> **Required action**:
What you return must match the listing below exactly.

========================================================================

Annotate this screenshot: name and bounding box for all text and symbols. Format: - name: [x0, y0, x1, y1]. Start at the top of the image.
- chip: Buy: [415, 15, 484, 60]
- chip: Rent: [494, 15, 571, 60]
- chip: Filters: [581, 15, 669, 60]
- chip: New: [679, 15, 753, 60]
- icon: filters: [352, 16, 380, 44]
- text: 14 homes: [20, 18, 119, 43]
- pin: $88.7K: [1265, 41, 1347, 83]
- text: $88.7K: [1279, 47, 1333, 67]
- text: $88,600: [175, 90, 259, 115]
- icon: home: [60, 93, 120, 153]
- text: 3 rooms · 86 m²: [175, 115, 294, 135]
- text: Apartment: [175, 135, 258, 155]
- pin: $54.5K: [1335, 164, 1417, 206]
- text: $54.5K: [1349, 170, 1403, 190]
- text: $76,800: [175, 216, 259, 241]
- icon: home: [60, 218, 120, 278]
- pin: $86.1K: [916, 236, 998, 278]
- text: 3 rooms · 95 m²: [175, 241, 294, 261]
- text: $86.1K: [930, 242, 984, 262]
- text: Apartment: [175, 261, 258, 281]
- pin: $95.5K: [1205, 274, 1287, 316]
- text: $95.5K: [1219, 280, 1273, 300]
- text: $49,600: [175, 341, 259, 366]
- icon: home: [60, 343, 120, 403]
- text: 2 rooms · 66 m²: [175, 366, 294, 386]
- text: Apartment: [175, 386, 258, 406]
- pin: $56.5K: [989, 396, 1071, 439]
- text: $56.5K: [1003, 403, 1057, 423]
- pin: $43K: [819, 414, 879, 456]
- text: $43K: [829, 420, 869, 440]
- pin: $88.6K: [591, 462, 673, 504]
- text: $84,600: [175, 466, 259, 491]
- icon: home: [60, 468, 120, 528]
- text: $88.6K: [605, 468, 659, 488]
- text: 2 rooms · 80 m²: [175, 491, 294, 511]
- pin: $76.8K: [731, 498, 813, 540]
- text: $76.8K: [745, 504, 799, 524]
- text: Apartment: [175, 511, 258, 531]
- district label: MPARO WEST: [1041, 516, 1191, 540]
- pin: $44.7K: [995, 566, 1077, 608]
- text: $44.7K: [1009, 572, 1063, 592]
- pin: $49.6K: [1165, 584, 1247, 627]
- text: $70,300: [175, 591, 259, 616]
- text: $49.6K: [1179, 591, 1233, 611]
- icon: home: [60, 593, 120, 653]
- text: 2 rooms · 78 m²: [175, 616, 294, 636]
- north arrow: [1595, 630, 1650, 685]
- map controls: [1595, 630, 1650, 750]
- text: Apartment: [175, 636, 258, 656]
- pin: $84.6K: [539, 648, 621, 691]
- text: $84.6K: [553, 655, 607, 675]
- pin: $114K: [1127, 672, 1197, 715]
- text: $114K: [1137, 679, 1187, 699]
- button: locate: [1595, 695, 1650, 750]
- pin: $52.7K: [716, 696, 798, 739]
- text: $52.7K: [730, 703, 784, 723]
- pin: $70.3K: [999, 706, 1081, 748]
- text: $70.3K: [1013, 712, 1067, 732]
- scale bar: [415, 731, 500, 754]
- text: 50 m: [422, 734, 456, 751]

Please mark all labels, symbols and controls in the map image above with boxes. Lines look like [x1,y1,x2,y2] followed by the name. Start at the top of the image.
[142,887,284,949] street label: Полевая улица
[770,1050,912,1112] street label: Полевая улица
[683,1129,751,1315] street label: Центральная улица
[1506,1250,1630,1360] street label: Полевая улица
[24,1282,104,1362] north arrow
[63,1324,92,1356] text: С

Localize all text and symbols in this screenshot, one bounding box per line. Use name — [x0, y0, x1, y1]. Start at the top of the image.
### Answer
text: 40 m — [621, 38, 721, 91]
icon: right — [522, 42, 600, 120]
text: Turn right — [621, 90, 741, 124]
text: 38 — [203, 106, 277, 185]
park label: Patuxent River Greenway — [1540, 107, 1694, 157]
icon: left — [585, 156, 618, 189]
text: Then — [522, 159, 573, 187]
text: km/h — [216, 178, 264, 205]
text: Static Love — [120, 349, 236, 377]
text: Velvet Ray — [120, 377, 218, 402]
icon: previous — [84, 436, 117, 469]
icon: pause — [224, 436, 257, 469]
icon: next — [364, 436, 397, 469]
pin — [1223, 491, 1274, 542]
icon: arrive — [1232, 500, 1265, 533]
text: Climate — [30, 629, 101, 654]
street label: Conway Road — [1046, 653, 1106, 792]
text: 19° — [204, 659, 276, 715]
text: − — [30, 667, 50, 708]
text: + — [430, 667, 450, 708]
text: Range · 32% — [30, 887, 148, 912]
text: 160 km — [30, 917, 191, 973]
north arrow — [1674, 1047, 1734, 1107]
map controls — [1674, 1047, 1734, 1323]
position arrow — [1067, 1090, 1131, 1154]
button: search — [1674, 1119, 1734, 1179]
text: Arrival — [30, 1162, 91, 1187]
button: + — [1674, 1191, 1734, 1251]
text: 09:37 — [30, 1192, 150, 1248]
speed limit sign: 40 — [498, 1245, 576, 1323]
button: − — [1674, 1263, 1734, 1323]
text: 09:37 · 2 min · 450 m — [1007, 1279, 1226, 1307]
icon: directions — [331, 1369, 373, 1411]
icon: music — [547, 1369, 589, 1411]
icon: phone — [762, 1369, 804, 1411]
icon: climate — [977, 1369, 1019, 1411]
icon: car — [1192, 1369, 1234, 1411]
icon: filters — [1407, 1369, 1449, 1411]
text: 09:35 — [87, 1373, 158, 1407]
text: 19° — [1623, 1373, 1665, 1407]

========================================================================

> **Result of the task**:
Annotate this screenshot: name and bounding box for all text and symbols. Format: - name: [x0, y0, x1, y1]. Start at the top of the image.
- chip: Buy: [415, 15, 484, 60]
- chip: Rent: [494, 15, 571, 60]
- chip: Filters: [581, 15, 669, 60]
- chip: New: [679, 15, 753, 60]
- icon: filters: [352, 16, 380, 44]
- text: 14 homes: [20, 18, 119, 43]
- pin: $88.7K: [1265, 41, 1347, 83]
- text: $88.7K: [1279, 47, 1333, 67]
- text: $88,600: [175, 90, 259, 115]
- icon: home: [60, 93, 120, 153]
- text: 3 rooms · 86 m²: [175, 115, 294, 135]
- text: Apartment: [175, 135, 258, 155]
- pin: $54.5K: [1335, 164, 1417, 206]
- text: $54.5K: [1349, 170, 1403, 190]
- text: $76,800: [175, 216, 259, 241]
- icon: home: [60, 218, 120, 278]
- pin: $86.1K: [916, 236, 998, 278]
- text: 3 rooms · 95 m²: [175, 241, 294, 261]
- text: $86.1K: [930, 242, 984, 262]
- text: Apartment: [175, 261, 258, 281]
- pin: $95.5K: [1205, 274, 1287, 316]
- text: $95.5K: [1219, 280, 1273, 300]
- text: $49,600: [175, 341, 259, 366]
- icon: home: [60, 343, 120, 403]
- text: 2 rooms · 66 m²: [175, 366, 294, 386]
- text: Apartment: [175, 386, 258, 406]
- pin: $56.5K: [989, 396, 1071, 439]
- text: $56.5K: [1003, 403, 1057, 423]
- pin: $43K: [819, 414, 879, 456]
- text: $43K: [829, 420, 869, 440]
- pin: $88.6K: [591, 462, 673, 504]
- text: $84,600: [175, 466, 259, 491]
- icon: home: [60, 468, 120, 528]
- text: $88.6K: [605, 468, 659, 488]
- text: 2 rooms · 80 m²: [175, 491, 294, 511]
- pin: $76.8K: [731, 498, 813, 540]
- text: $76.8K: [745, 504, 799, 524]
- text: Apartment: [175, 511, 258, 531]
- district label: MPARO WEST: [1041, 516, 1191, 540]
- pin: $44.7K: [995, 566, 1077, 608]
- text: $44.7K: [1009, 572, 1063, 592]
- pin: $49.6K: [1165, 584, 1247, 627]
- text: $70,300: [175, 591, 259, 616]
- text: $49.6K: [1179, 591, 1233, 611]
- icon: home: [60, 593, 120, 653]
- text: 2 rooms · 78 m²: [175, 616, 294, 636]
- north arrow: [1595, 630, 1650, 685]
- map controls: [1595, 630, 1650, 750]
- text: Apartment: [175, 636, 258, 656]
- pin: $84.6K: [539, 648, 621, 691]
- text: $84.6K: [553, 655, 607, 675]
- pin: $114K: [1127, 672, 1197, 715]
- text: $114K: [1137, 679, 1187, 699]
- button: locate: [1595, 695, 1650, 750]
- pin: $52.7K: [716, 696, 798, 739]
- text: $52.7K: [730, 703, 784, 723]
- pin: $70.3K: [999, 706, 1081, 748]
- text: $70.3K: [1013, 712, 1067, 732]
- scale bar: [415, 731, 500, 754]
- text: 50 m: [422, 734, 456, 751]

Please mark all labels, symbols and controls in the map image above with boxes. Lines look like [x1,y1,x2,y2] followed by the name. Start at the top of the image.
[142,887,284,949] street label: Полевая улица
[770,1050,912,1112] street label: Полевая улица
[683,1129,751,1315] street label: Центральная улица
[1506,1250,1630,1360] street label: Полевая улица
[24,1282,104,1362] north arrow
[63,1324,92,1356] text: С

Localize all text and symbols in this screenshot, one bounding box per line. Use name — [x0, y0, x1, y1]. Start at the top of the image.
### Answer
text: 40 m — [621, 38, 721, 91]
icon: right — [522, 42, 600, 120]
text: Turn right — [621, 90, 741, 124]
text: 38 — [203, 106, 277, 185]
park label: Patuxent River Greenway — [1540, 107, 1694, 157]
icon: left — [585, 156, 618, 189]
text: Then — [522, 159, 573, 187]
text: km/h — [216, 178, 264, 205]
text: Static Love — [120, 349, 236, 377]
text: Velvet Ray — [120, 377, 218, 402]
icon: previous — [84, 436, 117, 469]
icon: pause — [224, 436, 257, 469]
icon: next — [364, 436, 397, 469]
pin — [1223, 491, 1274, 542]
icon: arrive — [1232, 500, 1265, 533]
text: Climate — [30, 629, 101, 654]
street label: Conway Road — [1046, 653, 1106, 792]
text: 19° — [204, 659, 276, 715]
text: − — [30, 667, 50, 708]
text: + — [430, 667, 450, 708]
text: Range · 32% — [30, 887, 148, 912]
text: 160 km — [30, 917, 191, 973]
north arrow — [1674, 1047, 1734, 1107]
map controls — [1674, 1047, 1734, 1323]
position arrow — [1067, 1090, 1131, 1154]
button: search — [1674, 1119, 1734, 1179]
text: Arrival — [30, 1162, 91, 1187]
button: + — [1674, 1191, 1734, 1251]
text: 09:37 — [30, 1192, 150, 1248]
speed limit sign: 40 — [498, 1245, 576, 1323]
button: − — [1674, 1263, 1734, 1323]
text: 09:37 · 2 min · 450 m — [1007, 1279, 1226, 1307]
icon: directions — [331, 1369, 373, 1411]
icon: music — [547, 1369, 589, 1411]
icon: phone — [762, 1369, 804, 1411]
icon: climate — [977, 1369, 1019, 1411]
icon: car — [1192, 1369, 1234, 1411]
icon: filters — [1407, 1369, 1449, 1411]
text: 09:35 — [87, 1373, 158, 1407]
text: 19° — [1623, 1373, 1665, 1407]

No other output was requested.